Atualizado: 30 de jan. de 2023



Ninguém poderia interpretar Lydia Tár como Cate Blanchett. Pode parecer uma frase boba, gratuita, sensacionalista até, mas foi o próprio produtor/diretor/roteirista Todd Field quem se certificou de sua veracidade. Numa entrevista recente para divulgar seu primeiro filme desde Pecados Íntimos de dezesseis anos atrás, o californiano afirmou que escreveu a protagonista de TÁR pensando em Blanchett, uma atitude ousada quando considerado o risco de a atriz duas vezes vencedora do Oscar não estar disponível no momento das filmagens, numa daquelas situações que só profissionais requisitadas como a australiana podem ostentar. Agendas sincronizadas à parte, a verdade é que Cate Blanchett não interpreta Tár, ela é Tár.

Poucas atrizes podem usufruir da oportunidade de ouro oferecida por um cineasta do calibre de Todd Field, pois Lydia Tár é uma personagem tão rica e bem escrita que provavelmente induzirá uma boa parcela do público ao erro de encará-la como uma pessoa real, como se TÁR fosse uma cinebiografia.
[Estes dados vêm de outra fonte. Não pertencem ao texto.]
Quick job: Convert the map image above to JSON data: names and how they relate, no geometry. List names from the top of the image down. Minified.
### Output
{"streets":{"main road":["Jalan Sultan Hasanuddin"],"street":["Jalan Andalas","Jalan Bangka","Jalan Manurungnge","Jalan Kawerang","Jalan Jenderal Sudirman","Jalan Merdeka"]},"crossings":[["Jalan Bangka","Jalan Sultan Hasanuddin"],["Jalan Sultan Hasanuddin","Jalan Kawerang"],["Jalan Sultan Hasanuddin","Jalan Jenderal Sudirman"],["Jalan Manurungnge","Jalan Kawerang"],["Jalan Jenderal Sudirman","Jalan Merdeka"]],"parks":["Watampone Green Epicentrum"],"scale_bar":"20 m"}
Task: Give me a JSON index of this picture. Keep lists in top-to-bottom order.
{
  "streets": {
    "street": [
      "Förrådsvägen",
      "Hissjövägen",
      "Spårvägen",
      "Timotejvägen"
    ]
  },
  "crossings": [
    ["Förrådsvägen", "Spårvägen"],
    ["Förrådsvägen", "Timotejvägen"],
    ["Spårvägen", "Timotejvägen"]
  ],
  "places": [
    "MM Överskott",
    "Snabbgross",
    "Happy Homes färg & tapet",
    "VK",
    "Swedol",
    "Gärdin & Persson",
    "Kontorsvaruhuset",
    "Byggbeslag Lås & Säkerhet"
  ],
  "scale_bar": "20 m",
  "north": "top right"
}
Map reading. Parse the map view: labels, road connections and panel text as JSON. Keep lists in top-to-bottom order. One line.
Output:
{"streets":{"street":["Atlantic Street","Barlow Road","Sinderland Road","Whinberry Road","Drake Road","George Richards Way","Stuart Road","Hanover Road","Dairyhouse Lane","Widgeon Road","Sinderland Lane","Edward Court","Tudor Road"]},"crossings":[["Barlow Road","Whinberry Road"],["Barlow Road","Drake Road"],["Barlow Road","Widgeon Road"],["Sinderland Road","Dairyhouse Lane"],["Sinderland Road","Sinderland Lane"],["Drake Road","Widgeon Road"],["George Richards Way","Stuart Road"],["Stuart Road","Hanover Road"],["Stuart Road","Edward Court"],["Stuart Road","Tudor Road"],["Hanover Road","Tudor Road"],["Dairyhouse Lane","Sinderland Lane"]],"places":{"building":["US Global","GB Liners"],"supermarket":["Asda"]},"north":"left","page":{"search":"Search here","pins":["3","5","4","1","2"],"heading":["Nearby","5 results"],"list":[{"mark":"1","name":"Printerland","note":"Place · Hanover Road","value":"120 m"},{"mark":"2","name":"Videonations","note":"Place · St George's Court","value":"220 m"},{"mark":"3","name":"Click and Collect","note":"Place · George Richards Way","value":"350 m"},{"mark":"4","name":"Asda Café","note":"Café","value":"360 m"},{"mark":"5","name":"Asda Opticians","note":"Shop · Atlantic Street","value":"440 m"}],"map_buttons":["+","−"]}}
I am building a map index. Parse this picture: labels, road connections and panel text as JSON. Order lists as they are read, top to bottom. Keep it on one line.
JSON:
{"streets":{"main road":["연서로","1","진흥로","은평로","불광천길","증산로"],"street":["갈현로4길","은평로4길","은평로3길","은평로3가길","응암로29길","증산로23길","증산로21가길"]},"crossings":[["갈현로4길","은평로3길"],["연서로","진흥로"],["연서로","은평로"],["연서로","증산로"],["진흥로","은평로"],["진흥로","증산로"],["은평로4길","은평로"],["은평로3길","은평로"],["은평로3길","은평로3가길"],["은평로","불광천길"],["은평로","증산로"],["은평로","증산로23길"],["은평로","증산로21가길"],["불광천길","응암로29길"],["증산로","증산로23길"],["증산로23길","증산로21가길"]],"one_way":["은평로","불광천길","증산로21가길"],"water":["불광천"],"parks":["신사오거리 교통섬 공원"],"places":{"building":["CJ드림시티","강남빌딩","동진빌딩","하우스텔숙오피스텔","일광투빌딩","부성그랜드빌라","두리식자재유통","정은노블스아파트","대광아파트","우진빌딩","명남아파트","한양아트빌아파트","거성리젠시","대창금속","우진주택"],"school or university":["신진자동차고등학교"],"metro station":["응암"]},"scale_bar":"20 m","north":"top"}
No entanto, apesar de toda a história criada para sedimentar suas origens, Lydia Tár é fictícia e, portanto, um quadro em branco para Cate Blanchett, uma das melhores atrizes em atividade, pintá-lo com todos os tons de seu arcabouço de talentos.

O roteiro de Field tem início de forma inteligente ao colocar o espectador junto à plateia do que parece ser uma mistura de palestra e entrevista, na qual o escritor e ensaísta Adam Gopnik, esse sim real, membro da equipe da revista The New Yorker, traça um perfil de Lydia Tár apresentando-a como uma rara possuidora do EGOT (acrônimo que engloba Emmy, Grammy, Oscar e Tony, ou seja, os maiores prêmios da indústria do entretenimento) que construiu uma reputação sólida através de trabalhos prestigiados como musicista e acadêmica, já que além de ser a primeira mulher à frente da Orquestra Filarmônica de Berlim, também leciona na respeitada Juilliard, tradicional escola de música estadunidense. Assim, em poucos minutos descobrimos que Lydia Tár é, em vulgares palavras, uma lenda viva da Música, cuja presença no panteão é consenso mundial mesmo que sua escalada ao topo não seja exatamente cristalina para o público (o espectador incluso).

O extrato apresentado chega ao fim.